Through the line that contains "position:relative; width:1004px; height:539px;", return the data below exactly, starting at its first line; leave the rest out.

Collected data entries
■ ■ ■ ■
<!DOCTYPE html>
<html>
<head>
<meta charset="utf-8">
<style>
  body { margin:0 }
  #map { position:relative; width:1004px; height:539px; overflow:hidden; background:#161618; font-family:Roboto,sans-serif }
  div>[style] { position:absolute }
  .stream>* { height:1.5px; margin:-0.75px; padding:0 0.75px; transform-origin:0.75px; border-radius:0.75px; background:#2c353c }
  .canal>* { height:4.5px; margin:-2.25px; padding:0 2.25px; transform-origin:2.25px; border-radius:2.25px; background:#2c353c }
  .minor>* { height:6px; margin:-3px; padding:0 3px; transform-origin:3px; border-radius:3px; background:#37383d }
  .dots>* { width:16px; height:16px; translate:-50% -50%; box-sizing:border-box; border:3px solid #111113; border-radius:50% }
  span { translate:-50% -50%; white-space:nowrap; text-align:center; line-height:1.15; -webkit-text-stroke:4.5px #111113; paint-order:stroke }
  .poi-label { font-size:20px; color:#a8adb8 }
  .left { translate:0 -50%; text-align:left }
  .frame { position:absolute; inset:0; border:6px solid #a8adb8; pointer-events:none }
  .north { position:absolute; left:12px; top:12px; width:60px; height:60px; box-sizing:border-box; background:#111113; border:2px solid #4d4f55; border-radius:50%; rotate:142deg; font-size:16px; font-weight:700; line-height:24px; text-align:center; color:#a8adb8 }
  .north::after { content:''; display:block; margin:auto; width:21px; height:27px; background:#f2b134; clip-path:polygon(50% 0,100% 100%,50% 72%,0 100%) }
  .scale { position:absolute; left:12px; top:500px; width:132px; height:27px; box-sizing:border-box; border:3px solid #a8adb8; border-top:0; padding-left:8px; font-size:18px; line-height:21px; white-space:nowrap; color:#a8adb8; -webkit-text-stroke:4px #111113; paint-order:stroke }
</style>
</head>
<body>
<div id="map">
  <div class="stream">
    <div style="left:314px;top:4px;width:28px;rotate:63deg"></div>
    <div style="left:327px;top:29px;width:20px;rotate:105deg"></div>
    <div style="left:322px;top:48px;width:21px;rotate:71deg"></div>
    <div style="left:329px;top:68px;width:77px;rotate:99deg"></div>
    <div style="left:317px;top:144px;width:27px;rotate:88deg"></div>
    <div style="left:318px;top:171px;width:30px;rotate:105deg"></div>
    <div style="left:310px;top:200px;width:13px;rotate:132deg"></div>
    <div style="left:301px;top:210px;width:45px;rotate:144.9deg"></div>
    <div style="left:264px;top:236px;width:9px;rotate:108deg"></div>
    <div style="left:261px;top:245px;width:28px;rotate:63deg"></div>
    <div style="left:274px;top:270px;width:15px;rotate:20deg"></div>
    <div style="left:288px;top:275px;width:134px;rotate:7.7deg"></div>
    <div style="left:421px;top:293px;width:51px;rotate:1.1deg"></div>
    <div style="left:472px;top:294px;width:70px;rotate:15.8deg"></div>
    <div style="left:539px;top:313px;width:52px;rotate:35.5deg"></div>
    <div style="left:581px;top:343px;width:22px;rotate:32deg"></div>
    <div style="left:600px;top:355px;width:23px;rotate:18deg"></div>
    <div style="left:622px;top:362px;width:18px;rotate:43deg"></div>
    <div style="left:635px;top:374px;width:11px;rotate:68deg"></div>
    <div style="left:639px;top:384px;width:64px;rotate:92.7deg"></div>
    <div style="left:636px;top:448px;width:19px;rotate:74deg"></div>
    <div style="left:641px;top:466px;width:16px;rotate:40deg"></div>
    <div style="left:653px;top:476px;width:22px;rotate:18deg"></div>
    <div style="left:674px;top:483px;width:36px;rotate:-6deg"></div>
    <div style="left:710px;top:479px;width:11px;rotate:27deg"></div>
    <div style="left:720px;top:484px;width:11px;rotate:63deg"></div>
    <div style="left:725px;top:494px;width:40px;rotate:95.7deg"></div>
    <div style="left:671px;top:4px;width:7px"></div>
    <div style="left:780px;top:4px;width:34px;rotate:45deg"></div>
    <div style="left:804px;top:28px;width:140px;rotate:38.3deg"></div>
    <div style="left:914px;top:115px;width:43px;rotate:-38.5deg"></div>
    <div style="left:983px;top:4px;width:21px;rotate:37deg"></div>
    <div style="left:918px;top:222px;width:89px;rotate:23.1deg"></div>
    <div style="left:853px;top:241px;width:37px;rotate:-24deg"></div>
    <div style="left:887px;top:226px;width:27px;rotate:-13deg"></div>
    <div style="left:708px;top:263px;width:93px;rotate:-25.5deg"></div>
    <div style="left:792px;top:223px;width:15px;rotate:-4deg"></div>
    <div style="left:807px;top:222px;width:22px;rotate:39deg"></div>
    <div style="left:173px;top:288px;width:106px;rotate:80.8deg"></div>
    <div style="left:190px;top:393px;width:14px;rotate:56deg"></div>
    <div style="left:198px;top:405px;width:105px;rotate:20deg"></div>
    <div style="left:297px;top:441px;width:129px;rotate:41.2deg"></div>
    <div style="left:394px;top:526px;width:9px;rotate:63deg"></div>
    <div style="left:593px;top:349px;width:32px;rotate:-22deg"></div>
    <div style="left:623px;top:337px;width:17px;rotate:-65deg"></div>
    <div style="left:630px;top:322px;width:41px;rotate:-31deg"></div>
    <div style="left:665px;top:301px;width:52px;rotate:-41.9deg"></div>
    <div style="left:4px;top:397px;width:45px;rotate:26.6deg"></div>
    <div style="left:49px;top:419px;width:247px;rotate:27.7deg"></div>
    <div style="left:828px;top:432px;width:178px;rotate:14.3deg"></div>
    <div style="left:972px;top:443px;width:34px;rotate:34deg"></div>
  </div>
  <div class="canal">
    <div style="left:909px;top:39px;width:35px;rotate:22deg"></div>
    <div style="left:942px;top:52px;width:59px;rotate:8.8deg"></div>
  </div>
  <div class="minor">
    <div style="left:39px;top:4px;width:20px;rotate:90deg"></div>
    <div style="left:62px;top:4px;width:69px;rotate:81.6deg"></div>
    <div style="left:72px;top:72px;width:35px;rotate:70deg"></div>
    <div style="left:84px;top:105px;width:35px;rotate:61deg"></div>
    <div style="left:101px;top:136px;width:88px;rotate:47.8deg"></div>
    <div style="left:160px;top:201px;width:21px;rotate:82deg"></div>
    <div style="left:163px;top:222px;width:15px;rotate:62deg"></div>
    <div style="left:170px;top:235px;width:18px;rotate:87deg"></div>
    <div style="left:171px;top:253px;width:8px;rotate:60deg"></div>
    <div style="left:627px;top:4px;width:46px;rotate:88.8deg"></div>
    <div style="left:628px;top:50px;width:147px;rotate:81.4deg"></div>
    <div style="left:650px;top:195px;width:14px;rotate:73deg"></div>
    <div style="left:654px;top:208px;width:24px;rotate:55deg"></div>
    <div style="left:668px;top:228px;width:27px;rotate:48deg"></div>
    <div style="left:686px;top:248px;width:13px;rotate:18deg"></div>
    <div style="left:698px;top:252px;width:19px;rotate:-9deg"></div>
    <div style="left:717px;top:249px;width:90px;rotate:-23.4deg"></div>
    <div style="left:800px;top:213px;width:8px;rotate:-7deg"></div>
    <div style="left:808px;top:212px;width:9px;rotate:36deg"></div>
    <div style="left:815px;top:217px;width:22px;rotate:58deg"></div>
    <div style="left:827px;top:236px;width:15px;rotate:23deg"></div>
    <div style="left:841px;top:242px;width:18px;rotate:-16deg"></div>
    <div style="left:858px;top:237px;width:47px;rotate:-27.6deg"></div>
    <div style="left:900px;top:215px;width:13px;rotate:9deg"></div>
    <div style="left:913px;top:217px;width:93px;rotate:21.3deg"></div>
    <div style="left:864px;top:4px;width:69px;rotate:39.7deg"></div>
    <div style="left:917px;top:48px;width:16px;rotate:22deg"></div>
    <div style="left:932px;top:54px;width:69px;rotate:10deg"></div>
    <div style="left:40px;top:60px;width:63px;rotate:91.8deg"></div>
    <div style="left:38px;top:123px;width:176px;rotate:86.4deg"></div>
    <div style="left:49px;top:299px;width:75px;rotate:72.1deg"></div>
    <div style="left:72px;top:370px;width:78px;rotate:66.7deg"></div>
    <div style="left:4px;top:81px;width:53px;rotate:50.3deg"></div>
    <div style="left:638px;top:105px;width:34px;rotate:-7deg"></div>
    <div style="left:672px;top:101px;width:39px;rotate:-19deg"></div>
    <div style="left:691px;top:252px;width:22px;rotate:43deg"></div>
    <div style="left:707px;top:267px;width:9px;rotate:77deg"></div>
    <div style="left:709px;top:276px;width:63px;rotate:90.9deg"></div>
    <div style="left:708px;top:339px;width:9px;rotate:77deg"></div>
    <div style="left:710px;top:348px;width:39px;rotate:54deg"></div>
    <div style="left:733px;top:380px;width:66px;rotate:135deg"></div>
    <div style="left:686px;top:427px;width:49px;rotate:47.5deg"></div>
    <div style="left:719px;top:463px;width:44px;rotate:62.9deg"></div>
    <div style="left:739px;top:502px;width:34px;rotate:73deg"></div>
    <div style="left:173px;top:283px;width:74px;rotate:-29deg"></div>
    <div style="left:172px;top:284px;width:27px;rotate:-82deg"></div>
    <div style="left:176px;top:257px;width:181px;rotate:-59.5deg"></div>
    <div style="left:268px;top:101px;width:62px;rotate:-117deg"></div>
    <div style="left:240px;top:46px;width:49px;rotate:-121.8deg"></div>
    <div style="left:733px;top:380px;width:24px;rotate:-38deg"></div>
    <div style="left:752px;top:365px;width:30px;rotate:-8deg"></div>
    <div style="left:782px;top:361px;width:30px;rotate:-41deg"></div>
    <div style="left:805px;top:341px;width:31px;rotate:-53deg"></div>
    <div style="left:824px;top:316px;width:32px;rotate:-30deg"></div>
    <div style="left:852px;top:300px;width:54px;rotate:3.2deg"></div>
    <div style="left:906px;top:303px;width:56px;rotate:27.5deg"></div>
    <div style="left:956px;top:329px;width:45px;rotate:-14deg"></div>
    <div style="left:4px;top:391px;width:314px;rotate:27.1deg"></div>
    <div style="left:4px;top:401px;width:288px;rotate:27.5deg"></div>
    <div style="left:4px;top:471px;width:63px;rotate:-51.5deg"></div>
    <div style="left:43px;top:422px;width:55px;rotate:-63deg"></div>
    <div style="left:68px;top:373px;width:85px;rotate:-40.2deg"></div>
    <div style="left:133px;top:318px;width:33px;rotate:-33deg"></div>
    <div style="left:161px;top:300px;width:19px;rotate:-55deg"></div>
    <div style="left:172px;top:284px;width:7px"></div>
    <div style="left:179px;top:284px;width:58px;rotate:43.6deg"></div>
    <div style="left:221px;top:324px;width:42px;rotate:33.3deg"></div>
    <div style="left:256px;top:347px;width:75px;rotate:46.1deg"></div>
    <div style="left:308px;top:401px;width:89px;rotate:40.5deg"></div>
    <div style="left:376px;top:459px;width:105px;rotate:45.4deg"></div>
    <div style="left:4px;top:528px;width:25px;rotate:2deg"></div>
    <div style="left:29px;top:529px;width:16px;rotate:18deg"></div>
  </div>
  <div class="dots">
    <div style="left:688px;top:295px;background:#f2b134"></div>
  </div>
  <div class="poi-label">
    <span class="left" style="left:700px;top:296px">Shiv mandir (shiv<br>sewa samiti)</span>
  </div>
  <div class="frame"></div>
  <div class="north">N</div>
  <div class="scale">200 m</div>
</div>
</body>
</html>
■ ■ ■ ■
• Expected answer:
<!DOCTYPE html>
<html>
<head>
<meta charset="utf-8">
<style>
  body { margin:0 }
  #map { position:relative; width:1004px; height:539px; overflow:hidden; background:#161618; font-family:Roboto,sans-serif }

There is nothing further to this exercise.